**TASK DIRECTIONS**
Below are lines of data; restate word for word those running from the line containing "display:grid; place-items:center; width:40px;" to the line containing "position:absolute; display:grid; place-items:center;", inclusive, and no others.
------------------------
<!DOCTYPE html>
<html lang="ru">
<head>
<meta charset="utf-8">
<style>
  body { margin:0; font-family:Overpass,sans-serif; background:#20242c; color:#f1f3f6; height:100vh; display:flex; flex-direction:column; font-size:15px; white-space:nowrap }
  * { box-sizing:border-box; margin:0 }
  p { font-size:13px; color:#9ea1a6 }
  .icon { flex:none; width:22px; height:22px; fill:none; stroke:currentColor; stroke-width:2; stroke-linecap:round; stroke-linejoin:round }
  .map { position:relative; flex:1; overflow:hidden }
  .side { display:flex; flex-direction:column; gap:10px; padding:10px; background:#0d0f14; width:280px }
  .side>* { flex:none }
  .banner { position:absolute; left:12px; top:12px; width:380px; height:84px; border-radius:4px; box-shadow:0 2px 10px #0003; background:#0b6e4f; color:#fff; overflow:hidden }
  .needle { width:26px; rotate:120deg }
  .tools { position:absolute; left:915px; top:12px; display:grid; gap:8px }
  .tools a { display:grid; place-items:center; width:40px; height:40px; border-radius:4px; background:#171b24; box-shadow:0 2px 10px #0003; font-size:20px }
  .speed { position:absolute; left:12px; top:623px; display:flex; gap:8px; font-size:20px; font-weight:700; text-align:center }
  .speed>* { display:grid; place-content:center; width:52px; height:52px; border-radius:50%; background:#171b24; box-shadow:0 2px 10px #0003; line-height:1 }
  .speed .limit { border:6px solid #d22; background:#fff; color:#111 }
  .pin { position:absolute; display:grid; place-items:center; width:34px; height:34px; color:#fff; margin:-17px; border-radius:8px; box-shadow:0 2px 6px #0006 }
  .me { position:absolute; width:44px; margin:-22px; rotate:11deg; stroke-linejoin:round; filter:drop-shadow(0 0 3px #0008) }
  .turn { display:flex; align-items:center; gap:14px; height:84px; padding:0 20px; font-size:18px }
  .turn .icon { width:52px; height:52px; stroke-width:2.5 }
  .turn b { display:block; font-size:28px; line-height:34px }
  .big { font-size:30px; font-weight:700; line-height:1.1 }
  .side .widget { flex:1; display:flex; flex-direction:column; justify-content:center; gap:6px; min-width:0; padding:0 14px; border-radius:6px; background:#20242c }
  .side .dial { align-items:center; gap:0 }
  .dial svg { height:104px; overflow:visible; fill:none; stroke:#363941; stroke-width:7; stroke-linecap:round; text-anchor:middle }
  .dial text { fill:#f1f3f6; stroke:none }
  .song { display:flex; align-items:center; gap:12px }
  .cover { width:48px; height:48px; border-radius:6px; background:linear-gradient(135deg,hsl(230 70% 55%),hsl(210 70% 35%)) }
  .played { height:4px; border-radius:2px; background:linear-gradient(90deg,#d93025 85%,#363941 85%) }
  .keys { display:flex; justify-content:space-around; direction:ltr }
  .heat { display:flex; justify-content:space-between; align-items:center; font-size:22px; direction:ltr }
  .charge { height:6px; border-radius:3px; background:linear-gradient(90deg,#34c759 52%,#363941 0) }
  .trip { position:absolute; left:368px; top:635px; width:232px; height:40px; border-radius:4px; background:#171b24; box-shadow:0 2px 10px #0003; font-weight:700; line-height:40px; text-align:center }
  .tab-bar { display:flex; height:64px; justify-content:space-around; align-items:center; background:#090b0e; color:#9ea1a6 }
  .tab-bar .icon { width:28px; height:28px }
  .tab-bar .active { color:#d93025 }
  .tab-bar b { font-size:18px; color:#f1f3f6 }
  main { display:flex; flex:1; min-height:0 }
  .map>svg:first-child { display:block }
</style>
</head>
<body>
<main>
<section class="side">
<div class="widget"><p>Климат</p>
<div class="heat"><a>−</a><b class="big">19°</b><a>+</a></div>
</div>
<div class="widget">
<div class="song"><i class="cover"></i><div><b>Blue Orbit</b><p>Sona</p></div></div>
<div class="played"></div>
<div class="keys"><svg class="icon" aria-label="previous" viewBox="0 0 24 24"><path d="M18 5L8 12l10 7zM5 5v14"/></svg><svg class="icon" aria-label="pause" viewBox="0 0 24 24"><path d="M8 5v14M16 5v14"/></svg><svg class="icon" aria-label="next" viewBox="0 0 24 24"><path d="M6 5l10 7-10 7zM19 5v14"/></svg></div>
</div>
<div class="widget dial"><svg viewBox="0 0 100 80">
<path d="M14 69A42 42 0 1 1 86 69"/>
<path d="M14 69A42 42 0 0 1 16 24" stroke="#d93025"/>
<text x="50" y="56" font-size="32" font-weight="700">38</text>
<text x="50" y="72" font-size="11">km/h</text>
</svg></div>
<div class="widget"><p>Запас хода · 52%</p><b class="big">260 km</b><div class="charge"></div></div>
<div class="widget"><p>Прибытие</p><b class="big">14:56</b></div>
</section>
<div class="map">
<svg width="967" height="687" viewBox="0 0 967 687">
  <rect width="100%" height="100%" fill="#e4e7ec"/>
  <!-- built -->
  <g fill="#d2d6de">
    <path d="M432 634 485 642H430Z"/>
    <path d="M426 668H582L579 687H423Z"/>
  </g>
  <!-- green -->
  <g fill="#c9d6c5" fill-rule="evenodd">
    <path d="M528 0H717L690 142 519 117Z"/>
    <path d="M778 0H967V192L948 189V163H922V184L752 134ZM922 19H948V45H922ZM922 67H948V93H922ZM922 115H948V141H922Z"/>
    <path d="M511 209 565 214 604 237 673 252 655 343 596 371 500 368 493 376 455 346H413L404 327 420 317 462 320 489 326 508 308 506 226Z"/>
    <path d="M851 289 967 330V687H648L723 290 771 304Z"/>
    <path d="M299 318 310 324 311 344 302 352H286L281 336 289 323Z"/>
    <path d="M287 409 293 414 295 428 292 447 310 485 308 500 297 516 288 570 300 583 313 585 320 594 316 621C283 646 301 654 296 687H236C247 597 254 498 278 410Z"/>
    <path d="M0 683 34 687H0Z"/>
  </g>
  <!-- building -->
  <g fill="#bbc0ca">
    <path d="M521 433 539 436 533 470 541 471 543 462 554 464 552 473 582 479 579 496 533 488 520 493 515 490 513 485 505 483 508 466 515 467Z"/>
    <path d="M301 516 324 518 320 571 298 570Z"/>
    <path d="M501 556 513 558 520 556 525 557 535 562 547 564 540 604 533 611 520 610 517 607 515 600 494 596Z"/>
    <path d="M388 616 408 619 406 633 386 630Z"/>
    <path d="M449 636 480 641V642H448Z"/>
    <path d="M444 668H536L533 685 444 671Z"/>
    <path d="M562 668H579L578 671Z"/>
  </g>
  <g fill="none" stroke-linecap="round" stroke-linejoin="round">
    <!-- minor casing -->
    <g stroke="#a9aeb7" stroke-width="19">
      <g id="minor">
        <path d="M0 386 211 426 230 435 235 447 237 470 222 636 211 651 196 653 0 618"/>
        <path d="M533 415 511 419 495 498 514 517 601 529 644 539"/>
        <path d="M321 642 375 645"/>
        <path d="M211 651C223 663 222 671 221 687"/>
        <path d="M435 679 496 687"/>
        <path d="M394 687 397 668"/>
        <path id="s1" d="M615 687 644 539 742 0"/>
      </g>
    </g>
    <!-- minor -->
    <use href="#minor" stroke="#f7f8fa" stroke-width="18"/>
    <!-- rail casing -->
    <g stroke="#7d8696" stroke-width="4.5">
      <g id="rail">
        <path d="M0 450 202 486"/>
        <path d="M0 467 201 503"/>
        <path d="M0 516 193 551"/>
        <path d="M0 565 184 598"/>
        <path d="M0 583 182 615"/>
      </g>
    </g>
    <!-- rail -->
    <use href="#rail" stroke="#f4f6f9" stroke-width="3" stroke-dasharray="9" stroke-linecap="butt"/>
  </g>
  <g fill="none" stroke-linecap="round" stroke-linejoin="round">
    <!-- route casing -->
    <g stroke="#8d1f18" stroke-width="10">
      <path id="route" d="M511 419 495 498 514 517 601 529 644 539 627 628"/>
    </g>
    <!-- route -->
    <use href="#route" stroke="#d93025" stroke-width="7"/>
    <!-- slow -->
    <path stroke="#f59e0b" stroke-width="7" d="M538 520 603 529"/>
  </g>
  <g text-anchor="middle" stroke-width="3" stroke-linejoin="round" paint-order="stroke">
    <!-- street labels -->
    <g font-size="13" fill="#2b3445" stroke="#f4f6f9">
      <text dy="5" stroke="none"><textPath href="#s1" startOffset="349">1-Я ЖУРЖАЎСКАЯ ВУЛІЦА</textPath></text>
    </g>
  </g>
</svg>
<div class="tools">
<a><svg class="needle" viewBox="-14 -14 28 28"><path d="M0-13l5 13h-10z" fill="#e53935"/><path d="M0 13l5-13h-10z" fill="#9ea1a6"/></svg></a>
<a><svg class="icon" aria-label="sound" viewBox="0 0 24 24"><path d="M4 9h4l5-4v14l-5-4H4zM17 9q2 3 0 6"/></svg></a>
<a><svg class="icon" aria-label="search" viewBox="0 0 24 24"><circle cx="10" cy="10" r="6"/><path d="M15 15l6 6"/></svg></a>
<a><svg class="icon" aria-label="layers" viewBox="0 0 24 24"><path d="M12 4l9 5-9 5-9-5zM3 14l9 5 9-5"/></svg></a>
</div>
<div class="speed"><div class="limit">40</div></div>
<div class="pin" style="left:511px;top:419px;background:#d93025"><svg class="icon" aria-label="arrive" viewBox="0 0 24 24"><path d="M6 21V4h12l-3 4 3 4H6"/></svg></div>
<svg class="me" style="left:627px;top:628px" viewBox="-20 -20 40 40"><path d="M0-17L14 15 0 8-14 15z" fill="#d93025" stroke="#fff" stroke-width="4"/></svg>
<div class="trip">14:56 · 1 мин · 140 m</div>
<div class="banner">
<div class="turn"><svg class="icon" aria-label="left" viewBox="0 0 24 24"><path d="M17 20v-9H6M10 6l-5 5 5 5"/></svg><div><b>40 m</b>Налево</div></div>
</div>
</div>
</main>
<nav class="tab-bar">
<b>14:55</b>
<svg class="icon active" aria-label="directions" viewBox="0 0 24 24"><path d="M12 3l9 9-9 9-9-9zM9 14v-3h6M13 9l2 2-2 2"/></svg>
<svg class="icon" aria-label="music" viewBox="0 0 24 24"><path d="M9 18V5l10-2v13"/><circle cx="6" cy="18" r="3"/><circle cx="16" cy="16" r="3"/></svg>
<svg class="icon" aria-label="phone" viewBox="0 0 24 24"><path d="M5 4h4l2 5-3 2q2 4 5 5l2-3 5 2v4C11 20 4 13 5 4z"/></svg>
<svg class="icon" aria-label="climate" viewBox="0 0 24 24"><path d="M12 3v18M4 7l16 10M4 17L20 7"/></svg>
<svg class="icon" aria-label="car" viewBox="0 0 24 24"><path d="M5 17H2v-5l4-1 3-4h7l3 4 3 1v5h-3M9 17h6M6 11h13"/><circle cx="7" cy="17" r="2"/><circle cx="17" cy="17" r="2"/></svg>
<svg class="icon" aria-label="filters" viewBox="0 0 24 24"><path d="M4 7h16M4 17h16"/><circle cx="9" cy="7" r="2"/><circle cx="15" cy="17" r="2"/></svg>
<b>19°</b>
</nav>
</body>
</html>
------------------------
**EXERCISE RESPONSE**
  .tools a { display:grid; place-items:center; width:40px; height:40px; border-radius:4px; background:#171b24; box-shadow:0 2px 10px #0003; font-size:20px }
  .speed { position:absolute; left:12px; top:623px; display:flex; gap:8px; font-size:20px; font-weight:700; text-align:center }
  .speed>* { display:grid; place-content:center; width:52px; height:52px; border-radius:50%; background:#171b24; box-shadow:0 2px 10px #0003; line-height:1 }
  .speed .limit { border:6px solid #d22; background:#fff; color:#111 }
  .pin { position:absolute; display:grid; place-items:center; width:34px; height:34px; color:#fff; margin:-17px; border-radius:8px; box-shadow:0 2px 6px #0006 }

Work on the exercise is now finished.